シミュレーションの結果、2次元のイジング模型では「ごく近いスピン同士はもつれているが、少し離れると急に(数値上ほぼゼロになるほど)消える」ことが確認されました。

これは、声を張り上げても近くにいる人にしか届かず、少し離れただけで会話がまったく途切れてしまうようなイメージです。

「さっきまで密にやりとりしていたのに!」と驚くほど、わずかな距離の差で、もつれという“会話”がプツリと途切れてしまう現象を、研究者たちは「突然死(サドンデス)」と呼んでいます。

また、温度が上がるほど、このもつれが消える距離がより短くなる傾向も見られました。

2つ目は、遠くまでゆるやかにつながる「フェルミオン模型」です。

電子などの「フェルミオン」が相互作用する系では、イジング模型とは対照的に、距離が離れていくにつれ“ゆるやかに”もつれが減っていくことがわかりました。

たとえるなら、舞台袖にいる音楽バンドが一斉にセッションをはじめると、ステージが広くても何とか演奏のリズムを保っているような感じです。

距離が大きいほど合わせるのは難しくなるものの、完全には途切れずに“なんとか同期”しているわけです。

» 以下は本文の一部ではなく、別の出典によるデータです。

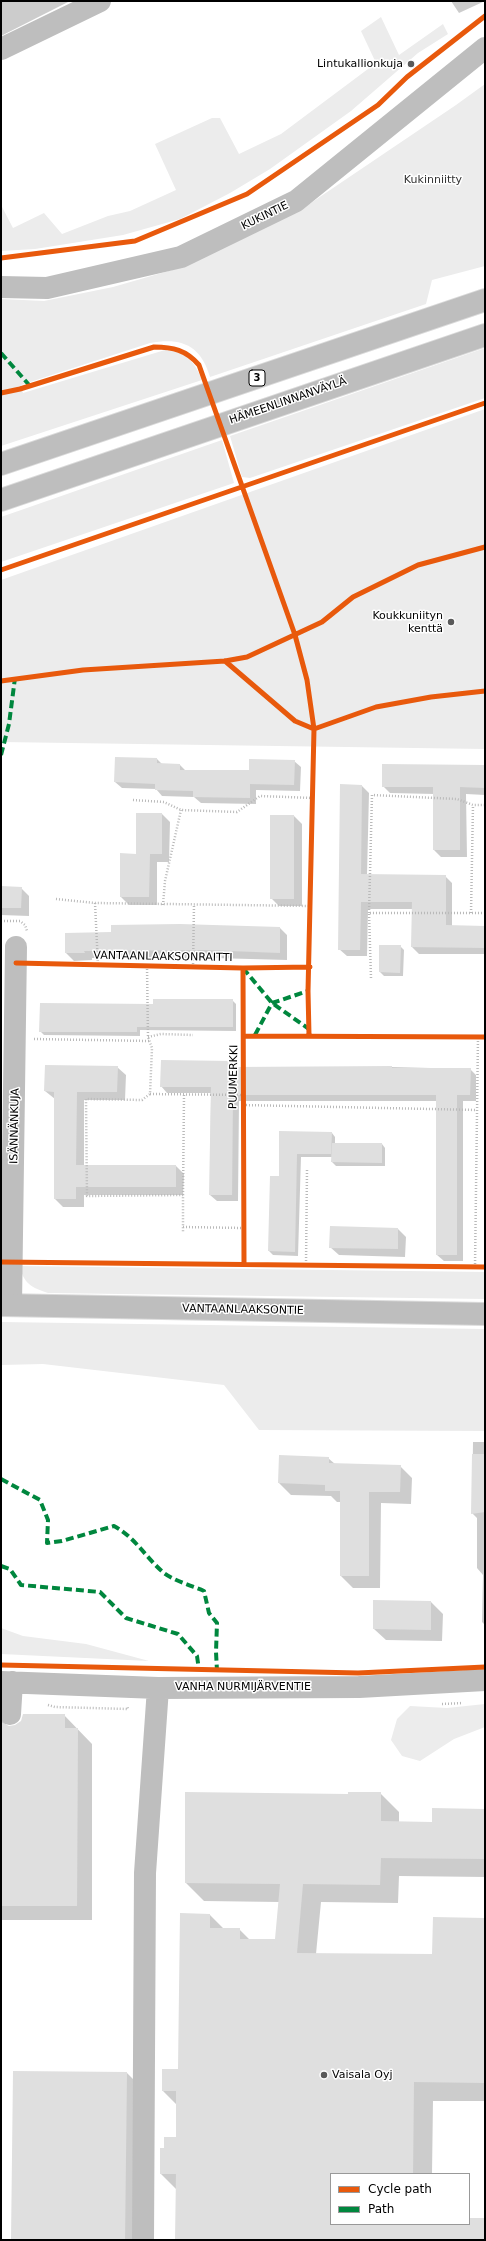 <!DOCTYPE html>
<meta charset="utf-8">
<style>
body{margin:0}
#map{position:relative;width:486px;height:2241px;overflow:hidden;background:#fff;font-family:"DejaVu Sans",sans-serif}
canvas{display:block}
.frame{position:absolute;inset:0;border:2px solid #000;pointer-events:none}
.legend{position:absolute;left:330px;top:2173px;width:140px;height:52px;box-sizing:border-box;background:#fff;border:1px solid #999;margin:0;padding:5px 7px;list-style:none;font-size:12px;color:#000}
.legend li{display:flex;align-items:center;gap:8px;height:20px}
.legend b{width:20px;border:1px solid #999}
</style>
<div id="map">
<canvas width="486" height="2241"></canvas>
<div class="frame"></div>
<ul class="legend">
<li><b style="height:5px;background:#e8590c"></b>Cycle path</li>
<li><b style="height:5px;background:#00873e"></b>Path</li>
</ul>
</div>
<script>
const context = document.querySelector('canvas').getContext('2d');
context.lineJoin = 'round';
function fill(path, color) { context.fillStyle = color; context.fill(path, 'evenodd'); }
function stroke(path, color, width, dash) { context.strokeStyle = color; context.lineWidth = width; context.lineCap = dash ? 'butt' : 'round'; context.setLineDash(dash || []); context.stroke(path); }
function drawText(font, color, halo, rows, align = 'center') {
  context.font = font + ' "DejaVu Sans",sans-serif'; context.lineWidth = 3; context.setLineDash([]); context.textBaseline = 'middle'; context.strokeStyle = halo; context.fillStyle = color; for (const [text, x, y, turn = 0] of rows) {
    context.save(); context.translate(x, y); context.rotate((+turn || 0) * Math.PI / 180); context.textAlign = isNaN(turn) ? turn : align; if (halo) context.strokeText(text, 0, 0); context.fillText(text, 0, 0); context.restore();
  }
}
fill(new Path2D(`
 M381 17 399 55 443 24 448 34 418 53 351 111 270 169 230 193 180 219 123 235 35 249 1 251V205L13 228 44 213 62 234 108 216 130 211 176 190 155 144 212 118H220L239 154 281 134 376 63 361 31Z
 M485 84V266L432 280 426 304 210 377C201 345 181 337 150 343L21 385 23 393 165 350C185 351 195 362 202 380L1 446V299L44 301 113 287 186 266 299 211 456 105Z
 M485 348V398L250 478 242 477 230 436Z
 M485 409V749L1 742V580Z
 M222 440 234 483 1 562V517Z
 M20 1266 485 1272V1299L48 1293C32 1288 23 1283 20 1266Z
 M1 1322 485 1329V1431L259 1430 224 1385 43 1364 1 1365Z
 M1 1628 23 1636 86 1644 149 1661 1 1654Z
 M485 1704V1727L454 1739 420 1761 402 1756 391 1740 397 1719 410 1706 447 1708Z`), '#ececec');
fill(new Path2D(`
 M1 1H70L1 36Z
 M451 1H485L459 13Z
 M157 759 162 764 180 765 186 771 250 772 294 761 301 767 300 791 256 790V804L201 803 194 797 162 796 156 789 122 788 115 782Z
 M485 767V795L466 794 467 857H441L434 850V794L390 793 383 786Z
 M341 786H362L369 793 367 875 445 876 452 883V926L485 927V954H419L412 947 413 909H368L367 956H347L339 949Z
 M162 814 170 822 169 862H157V905H129L121 897 137 855Z
 M294 816 302 824V906H279L271 898Z
 M1 887 21 888 29 896V916L1 915Z
 M280 928 287 935V960L213 958H92V960L74 961 66 953V934Z
 M400 946 404 950 403 976H384L380 972Z
 M232 1000 236 1004V1031L140 1030V1036L44 1035 40 1031 154 1005Z
 M233 1062 238 1068 391 1067 470 1069 476 1075V1101H463V1261H444L437 1255V1101H239L238 1201H217L210 1195 211 1093H167L161 1086Z
 M117 1067 126 1075 125 1100H84V1166H176L184 1174 183 1195H84V1207H63L55 1199V1099L45 1091Z
 M280 1132 332 1133 335 1137V1144H382L385 1148V1166H336L332 1162V1157H301L298 1256 273 1255 269 1251 280 1177Z
 M398 1229 406 1237 405 1257 339 1255 330 1247Z
 M473 1442H485V1625L482 1622 483 1575 477 1568V1518L472 1513Z
 M280 1456 328 1458 335 1464 400 1466 412 1478 411 1504 381 1503 380 1588H353L341 1576V1502H337L331 1496 291 1495 279 1483Z
 M431 1602 443 1614 442 1641 386 1640 374 1629Z
 M64 1715 92 1744V1920H1V1720L7 1726H16Z
 M380 1793 399 1812V1823H433L485 1810V1877L399 1876 398 1903 321 1902 316 1954 433 1955 485 1919V2101H433L432 2174H331V2224H469V2219H485V2240H176L177 2190 161 2174 165 2149 177 2138V2105L163 2091 179 2070 210 1915 224 1929H239L250 1940H276L279 1902 204 1901 186 1883 349 1795Z
 M127 2073 142 2088 139 2240H12Z`), '#0003');
fill(new Path2D(`
 M115 757 157 758V763L180 764V770H249V759L295 760 294 785 250 784V798L193 797V791L155 790V784L114 782Z
 M382 764 485 765V788L460 787V850H433V787H382Z
 M340 784 362 785 361 874 446 875V925L485 926V948L411 947 412 902H361L360 950H338Z
 M136 813H162V854H150L149 897H120V853L136 854Z
 M270 815H294V899H270Z
 M1 886 22 887 21 908H1Z
 M180 924 280 927V953L205 950 84 951 85 953H65V933L111 932V925Z
 M379 945H401L400 973 379 972Z
 M153 999H233V1027H137V1032H39L40 1003 153 1004Z
 M161 1060 233 1061V1067L392 1066V1068H471L470 1095H457V1255H436V1095H233L232 1195H209L211 1087H160Z
 M45 1065 118 1066 117 1092H77L76 1165H176V1187H76V1199H54V1092L44 1091Z
 M279 1131 332 1132 331 1154H297L295 1252 268 1251 270 1176H279Z
 M332 1143H382V1163L331 1162Z
 M330 1226 398 1228V1249L329 1248Z
 M472 1454H485V1512L471 1514Z
 M279 1455 329 1457V1463L401 1465 400 1492H369V1576H340V1491H325V1485L278 1483Z
 M373 1600 431 1601V1630L373 1629Z
 M23 1714H65V1728H78L77 1906H1V1722L9 1726 15 1725 21 1721Z
 M185 1792 348 1794V1792H381V1821L432 1822V1808L485 1809V1859L381 1858 380 1885 303 1884 297 1953 432 1954 433 1917 485 1918V2083L414 2082 413 2174H331V2224H469V2218H485V2240H175L176 2174H160V2148H164V2137H176V2091H162V2069H178L180 1913 210 1914V1928H240V1939H275L280 1884 185 1883Z
 M13 2071 127 2072 125 2240H11Z`), '#dfdfdf');
const major = new Path2D(`
 M1 1305 485 1314`);
const highway = new Path2D(`
 M1 464 485 300
 M1 500 485 335`);
stroke(major, '#dbdbdb', 24);
stroke(highway, '#dbdbdb', 24);
stroke(new Path2D(`
 M133 800 164 802 181 810 237 812 260 796 313 798
 M56 899 95 903 311 906
 M95 903 98 965
 M163 905 165 881 181 810
 M369 913 372 795 457 799 473 805H485
 M471 913 473 805
 M1 921H20L25 925 27 931
 M147 966 148 1037 152 1048 150 1094 142 1100 86 1099 87 1196 183 1195V1232
 M193 967 194 905
 M371 978 369 913H485
 M148 1037 161 1034 193 1035
 M34 1039 149 1041
 M150 1094 243 1095
 M243 1105 477 1110
 M183 1195 184 1095
 M183 1227 244 1228
 M306 1264 307 1170
 M475 1267 478 1037
 M442 1704 463 1703
 M48 1705 55 1707 128 1709 127 1706`), '#b9b9b9', 2.5, [1, 2]);
stroke(new Path2D(`
 M1 49 100 1
 M1 287 47 288 181 257 296 201 485 48
 M11 1305 16 947
 M1 1682 158 1688 359 1687 485 1680
 M10 1714 12 1682
 M143 2240 145 1873 158 1688`), '#bebebe', 22);
stroke(major, '#bebebe', 22);
stroke(highway, '#bebebe', 22);
stroke(new Path2D(`
 M1 353 30 386
 M1 755 9 724 15 678
 M243 968 272 1003 309 1029
 M255 1035 272 1003 308 991
 M1 1479 40 1500 48 1520 47 1543 62 1541 114 1526C136 1538 145 1557 164 1573 175 1581 192 1586 204 1591L209 1613 217 1623 216 1652 217 1671
 M1 1566 10 1569 21 1585 100 1592 126 1618 178 1634 197 1656 199 1670`), '#00873e', 4, [8, 4]);
stroke(new Path2D(`
 M1 258 135 241 247 194 378 105 407 77 485 16
 M1 393 20 389 154 347C173 347 186 350 199 365L295 635 307 680 314 729 308 991 309 1035
 M1 570 485 403
 M225 661 295 721 314 729 376 707 431 697 485 691
 M1 681 83 670 225 661 247 657 322 622 353 597 418 565 485 547
 M16 963 243 968 310 967
 M243 968 244 1263
 M244 1036 485 1037
 M1 1262 485 1267
 M1 1665 358 1673 485 1667`), '#e8590c', 5);
for (const [x, y, r, color] of [
 [411,64,4,"#595959"],
 [451,622,4,"#595959"],
 [324,2075,4,"#595959"]
]) { const dot = new Path2D(); dot.arc(x, y, r, 0, 2 * Math.PI); context.fillStyle = color; context.fill(dot); stroke(dot, '#fff', 1.5); }
for (const [x, y, w] of [
 [257,378,16]
]) { const box = new Path2D(); box.roundRect(x - w / 2, y - 8, w, 16, 3); context.fillStyle = '#fff'; context.fill(box); stroke(box, '#000', 1); }
drawText('bold 10px', '#000', null, [
 ["3",257,378]
]);
drawText('11px', '#000', '#fff', [
 ["Lintukallionkuja",403,64],
 ["Koukkuniityn",443,616],
 ["kenttä",443,629],
 ["Vaisala Oyj",332,2075,"left"]
], 'right');
drawText('11px', '#333', '#fff', [
 ["Kukinniitty",433,180]
]);
drawText('11px', '#000', '#fff', [
 ["KUKINTIE",265,216,-26],
 ["HÄMEENLINNANVÄYLÄ",288,401,-19],
 ["VANTAANLAAKSONRAITTI",163,957,1],
 ["PUUMERKKI",234,1077,-89],
 ["ISÄNNÄNKUJA",15,1126,-89],
 ["VANTAANLAAKSONTIE",243,1310,1],
 ["VANHA NURMIJÄRVENTIE",243,1687]
]);
</script>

さらにこのフェルミオン模型では、高温になってもイジング模型ほど急激に“もつれがゼロになる”現象は起きず、温度や相互作用の条件次第で比較的長くもつれを保つ様子が確認されました。

これはフェルミオン特有の性質(パリティ制限など)と深く関係していると考えられています。

これらの結果から、異なる種類の量子系では、もつれの広がり方や消失の仕方に大きな違いがあることが示されました。

「一部の粒子同士しかもつれていない」短距離集中型のパターンか、「離れた位置でもなんとかもつれが残る」長距離持続型のパターンかという区別は、量子物質の本質を解き明かすうえで非常に重要です。

粒子自体の種類だけでなく、粒子間のもつれパターンの違いを理解すれば、量子コンピューターや量子ネットワークの設計をより効果的に行う指針が得られます。